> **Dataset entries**
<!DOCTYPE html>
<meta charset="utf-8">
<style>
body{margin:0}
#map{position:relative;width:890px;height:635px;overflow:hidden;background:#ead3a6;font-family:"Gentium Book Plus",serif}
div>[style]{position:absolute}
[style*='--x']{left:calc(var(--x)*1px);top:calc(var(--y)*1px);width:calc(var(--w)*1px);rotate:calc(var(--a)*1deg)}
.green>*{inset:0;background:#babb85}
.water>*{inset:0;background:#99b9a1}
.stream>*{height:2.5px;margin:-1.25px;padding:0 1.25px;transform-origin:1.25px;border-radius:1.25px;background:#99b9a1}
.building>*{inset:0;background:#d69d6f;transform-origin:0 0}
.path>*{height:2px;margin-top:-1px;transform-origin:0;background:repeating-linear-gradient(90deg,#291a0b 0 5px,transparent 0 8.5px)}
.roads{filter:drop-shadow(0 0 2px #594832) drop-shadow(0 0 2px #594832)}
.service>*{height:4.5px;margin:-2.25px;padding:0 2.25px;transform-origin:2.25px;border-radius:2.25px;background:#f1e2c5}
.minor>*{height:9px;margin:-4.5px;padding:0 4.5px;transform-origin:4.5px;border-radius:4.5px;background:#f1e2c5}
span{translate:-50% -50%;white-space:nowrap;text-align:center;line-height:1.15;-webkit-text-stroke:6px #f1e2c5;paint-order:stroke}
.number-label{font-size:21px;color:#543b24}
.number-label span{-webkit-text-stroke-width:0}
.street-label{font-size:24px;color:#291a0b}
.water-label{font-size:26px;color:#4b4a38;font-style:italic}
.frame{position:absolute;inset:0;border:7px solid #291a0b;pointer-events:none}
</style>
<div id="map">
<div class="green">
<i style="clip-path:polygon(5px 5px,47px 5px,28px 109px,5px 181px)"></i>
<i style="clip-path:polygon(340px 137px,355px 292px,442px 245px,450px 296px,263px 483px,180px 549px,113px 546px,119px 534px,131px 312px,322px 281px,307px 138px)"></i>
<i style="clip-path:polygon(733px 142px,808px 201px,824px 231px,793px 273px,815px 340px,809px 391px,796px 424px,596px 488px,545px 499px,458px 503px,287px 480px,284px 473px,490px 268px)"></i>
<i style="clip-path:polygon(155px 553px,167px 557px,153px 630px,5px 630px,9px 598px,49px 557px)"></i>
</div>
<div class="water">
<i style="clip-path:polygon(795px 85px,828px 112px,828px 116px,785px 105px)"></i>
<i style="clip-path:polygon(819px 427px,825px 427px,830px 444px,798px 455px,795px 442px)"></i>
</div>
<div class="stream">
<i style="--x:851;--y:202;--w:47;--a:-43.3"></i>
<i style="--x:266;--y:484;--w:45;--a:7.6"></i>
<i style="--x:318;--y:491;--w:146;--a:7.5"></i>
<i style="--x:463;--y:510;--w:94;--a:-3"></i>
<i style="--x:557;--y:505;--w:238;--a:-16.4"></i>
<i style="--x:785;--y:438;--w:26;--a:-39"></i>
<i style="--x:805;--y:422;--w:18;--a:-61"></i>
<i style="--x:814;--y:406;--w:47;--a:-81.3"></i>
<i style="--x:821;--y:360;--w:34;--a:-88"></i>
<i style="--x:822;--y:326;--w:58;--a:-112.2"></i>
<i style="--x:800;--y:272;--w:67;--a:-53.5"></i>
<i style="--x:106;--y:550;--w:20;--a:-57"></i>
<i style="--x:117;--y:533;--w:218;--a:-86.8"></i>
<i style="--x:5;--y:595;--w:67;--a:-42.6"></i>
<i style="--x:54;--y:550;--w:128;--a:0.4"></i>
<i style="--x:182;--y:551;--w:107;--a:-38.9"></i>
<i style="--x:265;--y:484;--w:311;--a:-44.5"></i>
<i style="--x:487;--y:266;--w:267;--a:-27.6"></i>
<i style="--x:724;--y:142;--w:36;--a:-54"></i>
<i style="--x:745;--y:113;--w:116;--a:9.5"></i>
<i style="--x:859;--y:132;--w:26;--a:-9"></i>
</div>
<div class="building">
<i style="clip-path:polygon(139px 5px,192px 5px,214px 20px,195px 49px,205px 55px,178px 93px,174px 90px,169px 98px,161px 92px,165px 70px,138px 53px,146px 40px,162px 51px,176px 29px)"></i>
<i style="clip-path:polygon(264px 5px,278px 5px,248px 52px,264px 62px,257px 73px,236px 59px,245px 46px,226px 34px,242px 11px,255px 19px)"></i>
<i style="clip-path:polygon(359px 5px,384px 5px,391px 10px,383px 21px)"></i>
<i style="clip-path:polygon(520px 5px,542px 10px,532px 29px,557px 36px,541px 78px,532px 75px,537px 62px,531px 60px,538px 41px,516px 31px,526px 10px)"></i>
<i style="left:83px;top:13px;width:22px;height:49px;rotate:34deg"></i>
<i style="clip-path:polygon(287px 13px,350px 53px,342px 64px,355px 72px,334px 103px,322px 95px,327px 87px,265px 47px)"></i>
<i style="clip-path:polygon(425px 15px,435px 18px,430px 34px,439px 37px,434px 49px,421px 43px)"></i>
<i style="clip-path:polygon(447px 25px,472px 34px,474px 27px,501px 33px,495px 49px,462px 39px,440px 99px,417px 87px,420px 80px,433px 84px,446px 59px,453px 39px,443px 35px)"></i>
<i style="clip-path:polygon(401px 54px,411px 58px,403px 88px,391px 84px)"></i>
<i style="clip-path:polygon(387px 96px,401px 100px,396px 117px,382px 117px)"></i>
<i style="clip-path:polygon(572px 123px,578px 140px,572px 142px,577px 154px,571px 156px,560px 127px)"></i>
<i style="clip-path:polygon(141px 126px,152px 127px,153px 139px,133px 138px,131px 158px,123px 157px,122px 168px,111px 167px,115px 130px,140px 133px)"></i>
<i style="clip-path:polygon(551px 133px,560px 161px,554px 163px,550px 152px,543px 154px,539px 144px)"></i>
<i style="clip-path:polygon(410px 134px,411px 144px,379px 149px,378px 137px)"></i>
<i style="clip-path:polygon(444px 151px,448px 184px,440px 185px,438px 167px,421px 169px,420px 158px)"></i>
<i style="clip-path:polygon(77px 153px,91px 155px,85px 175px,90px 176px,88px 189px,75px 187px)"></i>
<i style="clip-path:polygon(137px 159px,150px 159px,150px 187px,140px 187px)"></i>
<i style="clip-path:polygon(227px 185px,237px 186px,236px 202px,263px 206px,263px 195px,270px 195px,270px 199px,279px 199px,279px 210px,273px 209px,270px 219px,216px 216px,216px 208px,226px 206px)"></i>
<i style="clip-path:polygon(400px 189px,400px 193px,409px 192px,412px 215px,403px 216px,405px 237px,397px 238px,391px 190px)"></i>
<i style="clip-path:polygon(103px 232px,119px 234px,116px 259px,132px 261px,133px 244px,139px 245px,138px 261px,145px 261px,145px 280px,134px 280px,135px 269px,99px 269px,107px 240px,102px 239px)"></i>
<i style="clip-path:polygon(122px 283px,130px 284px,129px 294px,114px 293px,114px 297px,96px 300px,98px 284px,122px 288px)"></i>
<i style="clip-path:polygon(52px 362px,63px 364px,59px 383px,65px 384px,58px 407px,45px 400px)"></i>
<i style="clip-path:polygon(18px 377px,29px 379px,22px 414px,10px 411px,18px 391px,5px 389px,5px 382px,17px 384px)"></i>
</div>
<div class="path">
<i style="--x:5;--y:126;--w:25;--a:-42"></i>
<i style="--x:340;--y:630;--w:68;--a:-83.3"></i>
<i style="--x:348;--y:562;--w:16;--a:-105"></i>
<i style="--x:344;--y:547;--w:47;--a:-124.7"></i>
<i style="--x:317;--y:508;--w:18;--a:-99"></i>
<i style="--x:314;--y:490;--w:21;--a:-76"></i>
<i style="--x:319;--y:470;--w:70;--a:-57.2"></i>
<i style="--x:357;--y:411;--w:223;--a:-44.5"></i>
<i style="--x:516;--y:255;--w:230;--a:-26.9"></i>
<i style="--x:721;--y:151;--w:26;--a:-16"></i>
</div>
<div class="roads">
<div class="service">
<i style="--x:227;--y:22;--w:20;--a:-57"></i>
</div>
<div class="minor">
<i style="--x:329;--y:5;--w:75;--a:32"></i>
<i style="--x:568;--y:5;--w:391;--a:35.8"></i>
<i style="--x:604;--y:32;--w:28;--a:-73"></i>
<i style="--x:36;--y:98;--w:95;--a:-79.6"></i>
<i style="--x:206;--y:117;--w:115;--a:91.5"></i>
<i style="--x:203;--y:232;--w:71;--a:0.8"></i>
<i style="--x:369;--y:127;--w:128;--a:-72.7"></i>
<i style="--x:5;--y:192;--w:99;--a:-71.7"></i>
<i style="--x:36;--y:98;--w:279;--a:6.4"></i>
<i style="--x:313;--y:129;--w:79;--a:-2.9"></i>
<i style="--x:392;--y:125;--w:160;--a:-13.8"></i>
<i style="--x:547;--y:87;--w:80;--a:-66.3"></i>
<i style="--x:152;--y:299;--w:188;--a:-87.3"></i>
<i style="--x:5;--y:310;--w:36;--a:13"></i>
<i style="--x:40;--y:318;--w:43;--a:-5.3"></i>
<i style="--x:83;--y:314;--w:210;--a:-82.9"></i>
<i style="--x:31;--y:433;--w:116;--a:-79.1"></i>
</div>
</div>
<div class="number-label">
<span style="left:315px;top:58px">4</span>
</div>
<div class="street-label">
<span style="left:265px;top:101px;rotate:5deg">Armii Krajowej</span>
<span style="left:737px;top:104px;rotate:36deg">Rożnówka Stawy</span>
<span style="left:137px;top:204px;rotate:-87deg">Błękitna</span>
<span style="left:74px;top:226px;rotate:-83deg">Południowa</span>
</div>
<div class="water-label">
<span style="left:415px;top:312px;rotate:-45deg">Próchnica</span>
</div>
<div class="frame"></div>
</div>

> **Your assignment**
Search the entries above for "minor". Return every line that has it.

> **Exercise answer**
.minor>*{height:9px;margin:-4.5px;padding:0 4.5px;transform-origin:4.5px;border-radius:4.5px;background:#f1e2c5}
<div class="minor">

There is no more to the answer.